*TASK GOAL*
Return the listing below verbatim. Pictures do not belong in the copy.

*THE INPUT*
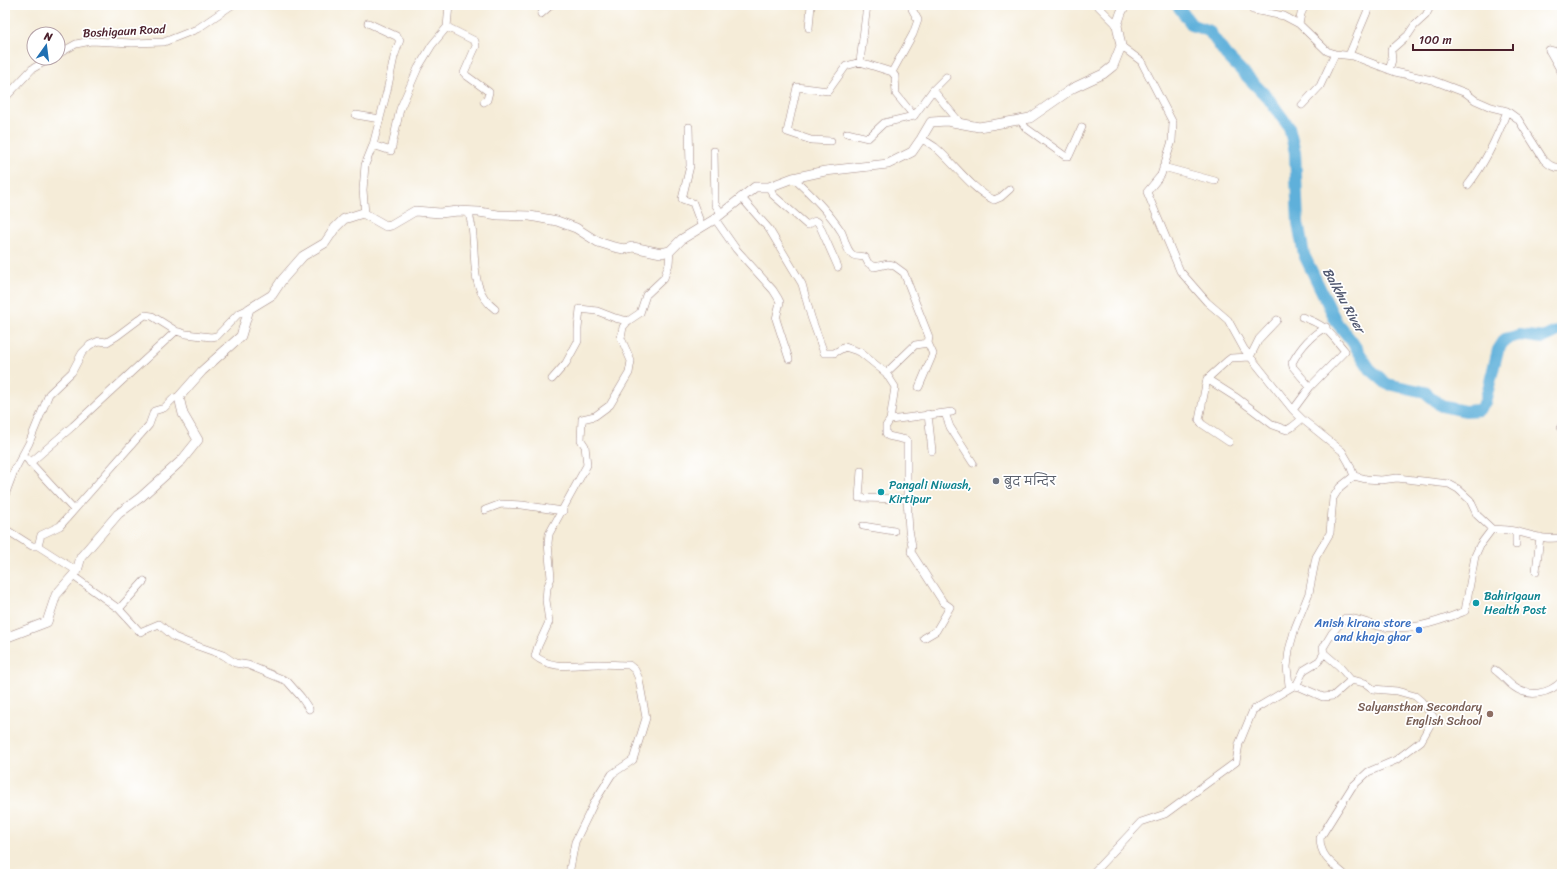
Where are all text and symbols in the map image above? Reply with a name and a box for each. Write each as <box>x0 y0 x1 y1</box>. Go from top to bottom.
street label: Boshigaun Road <box>82 18 167 44</box>
north arrow <box>26 26 66 66</box>
text: N <box>41 26 55 47</box>
scale bar <box>1413 26 1513 52</box>
text: 100 m <box>1419 29 1452 51</box>
water label: Balkhu River <box>1316 263 1373 339</box>
place label: बुद मन्दिर <box>1003 470 1057 492</box>
place label: Pangali Niwash, Kirtipur <box>889 474 972 510</box>
marker: बुद मन्दिर <box>991 476 1001 486</box>
marker: Pangali Niwash, Kirtipur <box>876 487 886 497</box>
place label: Bahirigaun Health Post <box>1484 585 1547 621</box>
marker: Bahirigaun Health Post <box>1471 598 1481 608</box>
place label: Anish kirana store and khaja ghar <box>1314 612 1412 648</box>
marker: Anish kirana store and khaja ghar <box>1414 625 1424 635</box>
place label: Salyansthan Secondary English School <box>1358 696 1483 732</box>
marker: Salyansthan Secondary English School <box>1485 709 1495 719</box>

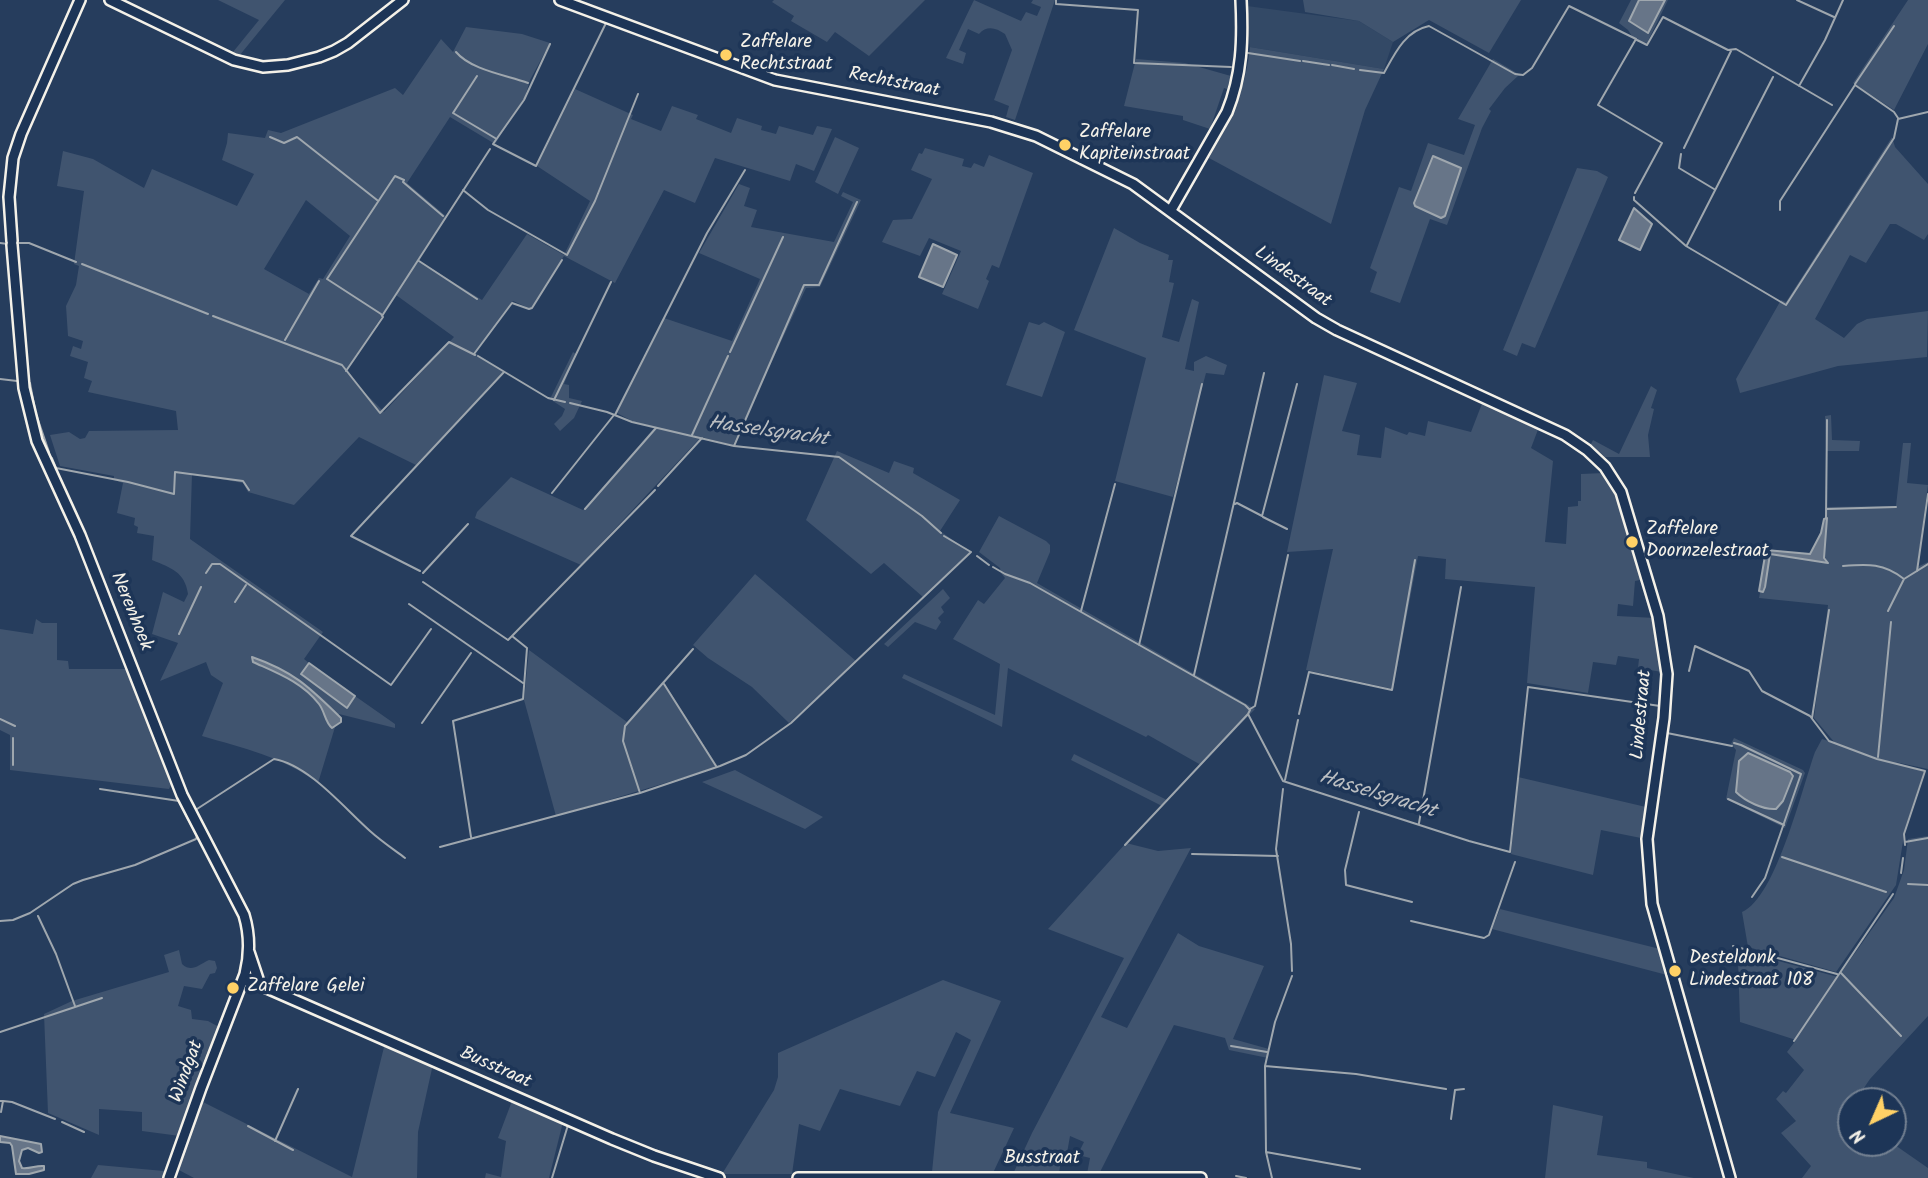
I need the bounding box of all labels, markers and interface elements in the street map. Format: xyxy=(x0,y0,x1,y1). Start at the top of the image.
place label: Zaffelare Rechtstraat xyxy=(740,33,833,77)
marker: Zaffelare Rechtstraat xyxy=(718,47,734,63)
street label: Rechtstraat xyxy=(846,64,942,104)
place label: Zaffelare Kapiteinstraat xyxy=(1079,123,1190,167)
marker: Zaffelare Kapiteinstraat xyxy=(1057,137,1073,153)
street label: Lindestraat xyxy=(1249,242,1335,314)
water label: Hasselsgracht xyxy=(706,412,830,454)
place label: Zaffelare Doornzelestraat xyxy=(1646,520,1769,564)
marker: Zaffelare Doornzelestraat xyxy=(1624,534,1640,550)
street label: Nerenhoek xyxy=(104,569,156,655)
street label: Lindestraat xyxy=(1628,669,1658,761)
water label: Hasselsgracht xyxy=(1316,766,1438,826)
place label: Desteldonk Lindestraat 108 xyxy=(1689,949,1813,993)
marker: Desteldonk Lindestraat 108 xyxy=(1667,963,1683,979)
place label: Zaffelare Gelei xyxy=(247,977,364,999)
marker: Zaffelare Gelei xyxy=(225,980,241,996)
street label: Windgat xyxy=(166,1038,210,1106)
street label: Busstraat xyxy=(456,1043,534,1095)
north arrow xyxy=(1837,1087,1907,1157)
text: N xyxy=(1844,1121,1874,1151)
street label: Busstraat xyxy=(1004,1149,1080,1171)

*TASK OUTPUT*
Where are all text and symbols in the map image above? Reply with a name and a box for each. Write each as <box>x0 y0 x1 y1</box>. Go from top to bottom.
street label: Boshigaun Road <box>82 18 167 44</box>
north arrow <box>26 26 66 66</box>
text: N <box>41 26 55 47</box>
scale bar <box>1413 26 1513 52</box>
text: 100 m <box>1419 29 1452 51</box>
water label: Balkhu River <box>1316 263 1373 339</box>
place label: बुद मन्दिर <box>1003 470 1057 492</box>
place label: Pangali Niwash, Kirtipur <box>889 474 972 510</box>
marker: बुद मन्दिर <box>991 476 1001 486</box>
marker: Pangali Niwash, Kirtipur <box>876 487 886 497</box>
place label: Bahirigaun Health Post <box>1484 585 1547 621</box>
marker: Bahirigaun Health Post <box>1471 598 1481 608</box>
place label: Anish kirana store and khaja ghar <box>1314 612 1412 648</box>
marker: Anish kirana store and khaja ghar <box>1414 625 1424 635</box>
place label: Salyansthan Secondary English School <box>1358 696 1483 732</box>
marker: Salyansthan Secondary English School <box>1485 709 1495 719</box>

I need the bounding box of all labels, markers and interface elements in the street map. Format: xyxy=(x0,y0,x1,y1). Start at the top of the image.
place label: Zaffelare Rechtstraat xyxy=(740,33,833,77)
marker: Zaffelare Rechtstraat xyxy=(718,47,734,63)
street label: Rechtstraat xyxy=(846,64,942,104)
place label: Zaffelare Kapiteinstraat xyxy=(1079,123,1190,167)
marker: Zaffelare Kapiteinstraat xyxy=(1057,137,1073,153)
street label: Lindestraat xyxy=(1249,242,1335,314)
water label: Hasselsgracht xyxy=(706,412,830,454)
place label: Zaffelare Doornzelestraat xyxy=(1646,520,1769,564)
marker: Zaffelare Doornzelestraat xyxy=(1624,534,1640,550)
street label: Nerenhoek xyxy=(104,569,156,655)
street label: Lindestraat xyxy=(1628,669,1658,761)
water label: Hasselsgracht xyxy=(1316,766,1438,826)
place label: Desteldonk Lindestraat 108 xyxy=(1689,949,1813,993)
marker: Desteldonk Lindestraat 108 xyxy=(1667,963,1683,979)
place label: Zaffelare Gelei xyxy=(247,977,364,999)
marker: Zaffelare Gelei xyxy=(225,980,241,996)
street label: Windgat xyxy=(166,1038,210,1106)
street label: Busstraat xyxy=(456,1043,534,1095)
north arrow xyxy=(1837,1087,1907,1157)
text: N xyxy=(1844,1121,1874,1151)
street label: Busstraat xyxy=(1004,1149,1080,1171)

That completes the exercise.